■ About this task
Your result will be the set of lines with "margin", copied from the material below.

■ Records supplied
________________________
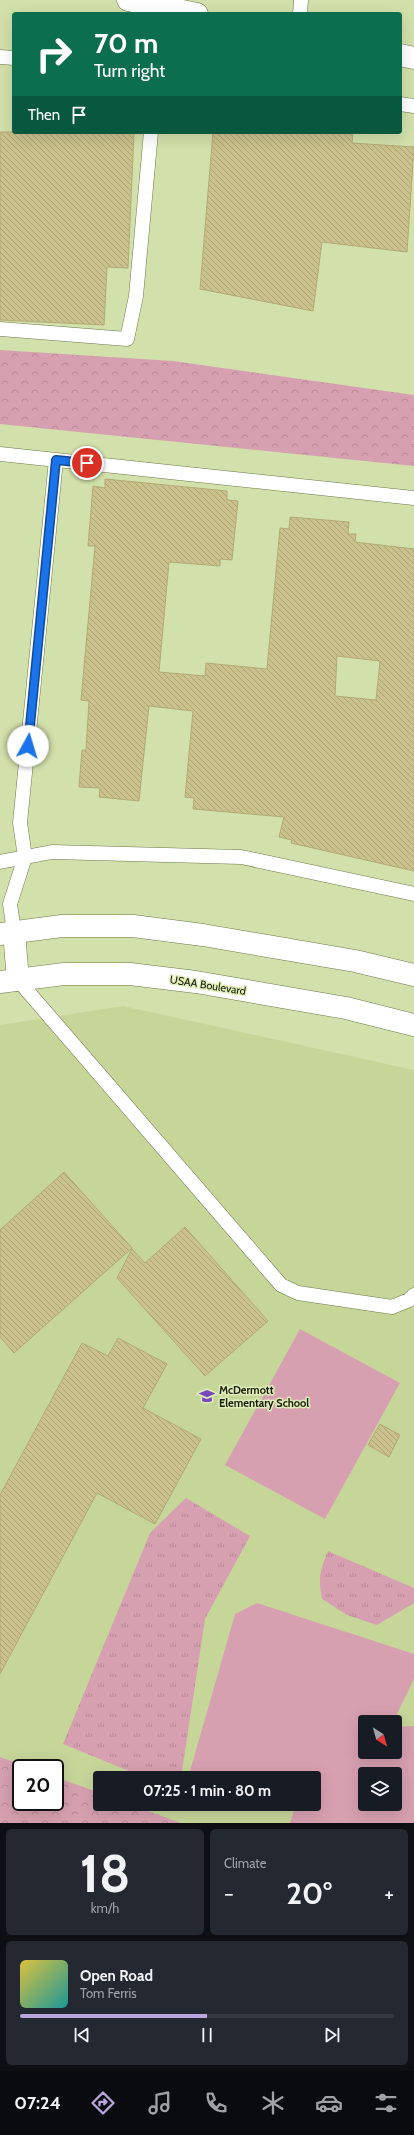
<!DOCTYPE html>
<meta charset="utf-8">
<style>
:root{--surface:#171b24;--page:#242831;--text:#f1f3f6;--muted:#9ea1a6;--line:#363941;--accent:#bba6dd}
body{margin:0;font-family:Cabin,sans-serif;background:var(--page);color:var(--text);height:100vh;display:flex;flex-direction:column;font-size:15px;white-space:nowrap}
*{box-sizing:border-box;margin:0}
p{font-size:13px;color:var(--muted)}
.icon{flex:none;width:22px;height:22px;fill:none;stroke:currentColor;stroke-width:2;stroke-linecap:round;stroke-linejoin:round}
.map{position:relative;height:1823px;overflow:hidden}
.panel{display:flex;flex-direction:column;gap:6px;padding:6px;background:#0d0f14;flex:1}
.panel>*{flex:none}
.banner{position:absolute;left:12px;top:12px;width:390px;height:122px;border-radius:4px;box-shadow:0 4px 16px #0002;background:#0b6e4f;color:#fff;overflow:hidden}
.needle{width:26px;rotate:143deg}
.controls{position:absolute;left:358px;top:1715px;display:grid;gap:8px}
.controls a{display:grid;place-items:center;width:44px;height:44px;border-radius:4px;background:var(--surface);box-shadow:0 4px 16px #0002;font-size:20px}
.speed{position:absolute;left:12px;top:1759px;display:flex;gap:8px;font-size:20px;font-weight:700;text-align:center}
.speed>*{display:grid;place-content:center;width:52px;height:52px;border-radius:50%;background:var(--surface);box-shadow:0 4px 16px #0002;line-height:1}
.speed .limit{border:2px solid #111;border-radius:6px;background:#fff;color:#111}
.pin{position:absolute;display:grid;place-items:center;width:34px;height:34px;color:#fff;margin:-17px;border:2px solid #fff;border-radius:50%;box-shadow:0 1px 4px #0007}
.me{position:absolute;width:44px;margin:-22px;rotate:6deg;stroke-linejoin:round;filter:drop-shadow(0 0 3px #0008)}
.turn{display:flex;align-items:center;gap:14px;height:84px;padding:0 16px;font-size:18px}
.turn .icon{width:52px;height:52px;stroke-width:2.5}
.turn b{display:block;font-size:28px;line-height:34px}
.then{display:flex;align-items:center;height:38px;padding:0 16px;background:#0003;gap:8px;font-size:15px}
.big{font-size:30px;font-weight:700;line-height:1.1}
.panel .card{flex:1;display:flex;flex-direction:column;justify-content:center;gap:6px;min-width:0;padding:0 14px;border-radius:6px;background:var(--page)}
.panel .dial{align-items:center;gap:0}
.dial b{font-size:52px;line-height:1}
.song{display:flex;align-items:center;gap:12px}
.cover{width:48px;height:48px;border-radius:6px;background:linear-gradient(135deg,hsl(50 70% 55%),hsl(180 70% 35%))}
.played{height:4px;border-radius:2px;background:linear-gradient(90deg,var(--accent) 50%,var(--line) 50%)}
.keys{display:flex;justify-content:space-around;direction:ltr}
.heat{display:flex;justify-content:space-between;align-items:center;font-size:22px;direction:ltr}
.panel .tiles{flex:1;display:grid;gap:6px;grid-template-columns:1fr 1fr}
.card:last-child{grid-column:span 2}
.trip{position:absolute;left:93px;top:1771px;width:228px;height:40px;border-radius:4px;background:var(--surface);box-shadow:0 4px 16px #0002;font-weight:700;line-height:40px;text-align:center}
.menu{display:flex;height:64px;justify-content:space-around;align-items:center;background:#090b0e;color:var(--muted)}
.menu .icon{width:28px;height:28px}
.menu .current{color:var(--accent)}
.menu b{font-size:18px;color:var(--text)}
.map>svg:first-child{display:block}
.built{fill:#c6d699;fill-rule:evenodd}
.grass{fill:url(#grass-tufts)}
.forest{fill:url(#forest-crowns)}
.pitch{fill:#d7a0b0;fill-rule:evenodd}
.building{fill:url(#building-back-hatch);stroke:#b3aa75;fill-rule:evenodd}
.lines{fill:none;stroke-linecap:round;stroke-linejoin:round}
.service-casing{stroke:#6c7847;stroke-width:15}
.minor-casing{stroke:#6c7847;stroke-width:23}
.tertiary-casing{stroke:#6c7847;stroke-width:23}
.service{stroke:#fff;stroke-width:14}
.minor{stroke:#fff;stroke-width:22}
.tertiary{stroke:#fff;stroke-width:22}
.route-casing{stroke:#114b97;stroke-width:10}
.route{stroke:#1a73e8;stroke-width:7}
.labels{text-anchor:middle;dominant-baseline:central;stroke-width:3;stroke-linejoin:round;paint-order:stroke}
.street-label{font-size:11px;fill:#191d09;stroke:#dfedb8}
.poi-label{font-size:11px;font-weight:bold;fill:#191d09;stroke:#dfedb8;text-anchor:start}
</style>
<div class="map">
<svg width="414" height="1823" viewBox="0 0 414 1823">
<defs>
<pattern id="grass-tufts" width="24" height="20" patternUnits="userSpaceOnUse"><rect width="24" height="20" fill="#d7a0b0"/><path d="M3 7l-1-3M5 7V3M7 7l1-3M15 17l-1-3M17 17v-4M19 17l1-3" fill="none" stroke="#b88996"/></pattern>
<pattern id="forest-crowns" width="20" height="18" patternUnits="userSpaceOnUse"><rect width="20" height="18" fill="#d7a0b0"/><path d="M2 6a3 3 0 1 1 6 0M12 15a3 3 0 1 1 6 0" fill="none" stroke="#b88996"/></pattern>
<pattern id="building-back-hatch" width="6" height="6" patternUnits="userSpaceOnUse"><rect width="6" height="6" fill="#cac18c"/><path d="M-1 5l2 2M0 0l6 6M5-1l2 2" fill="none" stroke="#ada577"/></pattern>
</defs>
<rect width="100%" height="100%" fill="#d2e0ab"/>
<path class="built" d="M123,1006L414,1070V1823H181L129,1804H314V1778H100V1793L55,1777V1768H31L0,1757V1025ZM365,1722H395V1752H365ZM365,1774H395V1804H365Z"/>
<path class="grass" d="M186,1498L250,1536L205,1619L181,1778H146L63,1744L150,1533Z
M328,1551L414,1588V1603L377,1625L347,1615L322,1599C318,1578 320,1570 328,1551Z"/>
<path class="forest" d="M0,350L173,361L414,395V466L0,424Z
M0,1757L31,1768H21V1802H55V1777L100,1793V1804H129L181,1823H0Z"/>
<path class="pitch" d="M300,1329L400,1383L325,1519L225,1465Z
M257,1603L414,1654V1679L393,1722H365V1752H395V1727L414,1726V1823H290L294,1810L298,1804H314V1778H188L235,1614ZM365,1774H395V1804H365Z"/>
<path class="building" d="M0,132H134L128,268L107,267L104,325L0,320Z
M213,132H353L352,143L414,147L407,252L322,242L313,311L200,289Z
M105,479L227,491V500L238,501L232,560L220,559V566L169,562L159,672L205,676L206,663L267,669L280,528L289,529L290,517L349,522L348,534H356L355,542L414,549V871L291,843L292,840L279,837L284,817L193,809L194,798L185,797L193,711L149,706L139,801L99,797L100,788L79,787L82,750H86L89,701L81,700L95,546H88L93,486L105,488ZM337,656L380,661L376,700L335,696Z
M64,1172L132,1248L14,1353L0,1337V1230Z
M185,1227L268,1321L205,1376L117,1278L132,1249L145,1263Z
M118,1338L167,1364L143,1408L201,1439L155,1524L97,1493L0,1674V1495L82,1343L108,1356Z
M380,1424L400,1435L389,1457L368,1445Z"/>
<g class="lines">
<defs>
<path id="service" d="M300,14L301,0
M0,57L14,58
M400,104L414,106
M0,329L127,339L136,296L151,132
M0,454L414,498
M0,862L52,852L241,857L414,894
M14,932L10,904L25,857L20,823L56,460
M18,980L281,1285L298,1293L392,1307L409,1300L414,1295"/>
<path id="minor" d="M128,0L197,14
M400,55L414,58
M14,932L18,980"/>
<path id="tertiary" d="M0,934L62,926H133L203,935L355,961L414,975
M0,982L64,974H130L196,982L346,1008L414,1025"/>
</defs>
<use href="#service" class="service-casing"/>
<use href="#minor" class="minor-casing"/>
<use href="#tertiary" class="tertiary-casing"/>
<use href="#service" class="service"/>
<use href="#minor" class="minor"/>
<use href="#tertiary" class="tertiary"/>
</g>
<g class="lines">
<defs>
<path id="route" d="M28,746L56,460L87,463"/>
</defs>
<use href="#route" class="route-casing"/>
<use href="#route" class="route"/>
</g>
<defs>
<symbol id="school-bare" viewBox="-9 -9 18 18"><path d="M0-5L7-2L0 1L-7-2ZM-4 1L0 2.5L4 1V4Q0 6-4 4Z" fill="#7a47bf" stroke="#dfedb8" stroke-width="2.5" paint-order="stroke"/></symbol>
</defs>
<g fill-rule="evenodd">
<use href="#school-bare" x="196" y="1385" width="22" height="22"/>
</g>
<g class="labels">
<g class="street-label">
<text transform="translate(208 985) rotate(9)">USAA Boulevard</text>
</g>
<g class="poi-label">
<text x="219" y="1390">McDermott<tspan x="219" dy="13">Elementary School</tspan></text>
</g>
</g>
</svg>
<div class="controls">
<a><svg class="needle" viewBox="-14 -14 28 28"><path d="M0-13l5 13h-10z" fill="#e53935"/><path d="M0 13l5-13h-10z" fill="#9ea1a6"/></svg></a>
<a><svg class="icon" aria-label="layers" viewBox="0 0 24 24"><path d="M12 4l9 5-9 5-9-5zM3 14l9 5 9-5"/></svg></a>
</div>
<div class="speed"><div class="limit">20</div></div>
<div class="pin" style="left:87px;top:463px;background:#d93025"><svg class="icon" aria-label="arrive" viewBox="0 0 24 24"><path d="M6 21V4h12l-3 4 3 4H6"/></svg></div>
<svg class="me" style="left:28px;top:746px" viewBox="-20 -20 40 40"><circle r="19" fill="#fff"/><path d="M0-13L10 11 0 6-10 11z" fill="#1a73e8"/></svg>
<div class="trip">07:25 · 1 min · 80 m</div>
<div class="banner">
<div class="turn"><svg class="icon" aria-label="right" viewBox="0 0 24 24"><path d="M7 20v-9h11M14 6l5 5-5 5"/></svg><div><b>70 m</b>Turn right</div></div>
<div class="then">Then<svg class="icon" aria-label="arrive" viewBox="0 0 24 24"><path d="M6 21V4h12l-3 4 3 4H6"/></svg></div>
</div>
</div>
<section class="panel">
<div class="tiles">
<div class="card dial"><b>18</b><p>km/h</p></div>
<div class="card"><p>Climate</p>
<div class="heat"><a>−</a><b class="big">20°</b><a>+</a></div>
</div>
<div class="card">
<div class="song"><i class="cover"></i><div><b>Open Road</b><p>Tom Ferris</p></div></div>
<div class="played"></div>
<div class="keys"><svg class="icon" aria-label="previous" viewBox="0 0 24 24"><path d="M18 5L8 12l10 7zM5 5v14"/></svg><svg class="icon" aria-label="pause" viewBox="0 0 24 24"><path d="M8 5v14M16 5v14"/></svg><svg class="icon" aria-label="next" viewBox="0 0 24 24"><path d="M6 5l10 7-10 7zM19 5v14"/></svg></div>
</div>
</div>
</section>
<nav class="menu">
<b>07:24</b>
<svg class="icon current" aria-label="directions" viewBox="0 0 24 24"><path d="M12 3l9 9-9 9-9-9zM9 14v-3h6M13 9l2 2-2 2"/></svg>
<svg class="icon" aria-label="music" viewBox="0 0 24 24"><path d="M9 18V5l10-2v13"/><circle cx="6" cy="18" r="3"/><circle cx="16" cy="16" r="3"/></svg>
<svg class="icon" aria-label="phone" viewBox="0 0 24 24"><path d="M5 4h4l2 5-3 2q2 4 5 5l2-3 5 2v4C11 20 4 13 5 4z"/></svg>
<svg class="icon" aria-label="climate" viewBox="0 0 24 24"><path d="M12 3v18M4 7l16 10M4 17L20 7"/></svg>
<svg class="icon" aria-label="car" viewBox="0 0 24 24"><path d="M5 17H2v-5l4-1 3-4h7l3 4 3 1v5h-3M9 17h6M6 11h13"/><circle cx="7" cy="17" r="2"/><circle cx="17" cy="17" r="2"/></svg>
<svg class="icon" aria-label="filters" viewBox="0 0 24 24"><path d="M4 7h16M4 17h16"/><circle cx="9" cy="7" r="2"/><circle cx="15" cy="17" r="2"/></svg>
</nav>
________________________
■ Problem solution
body{margin:0;font-family:Cabin,sans-serif;background:var(--page);color:var(--text);height:100vh;display:flex;flex-direction:column;font-size:15px;white-space:nowrap}
*{box-sizing:border-box;margin:0}
.pin{position:absolute;display:grid;place-items:center;width:34px;height:34px;color:#fff;margin:-17px;border:2px solid #fff;border-radius:50%;box-shadow:0 1px 4px #0007}
.me{position:absolute;width:44px;margin:-22px;rotate:6deg;stroke-linejoin:round;filter:drop-shadow(0 0 3px #0008)}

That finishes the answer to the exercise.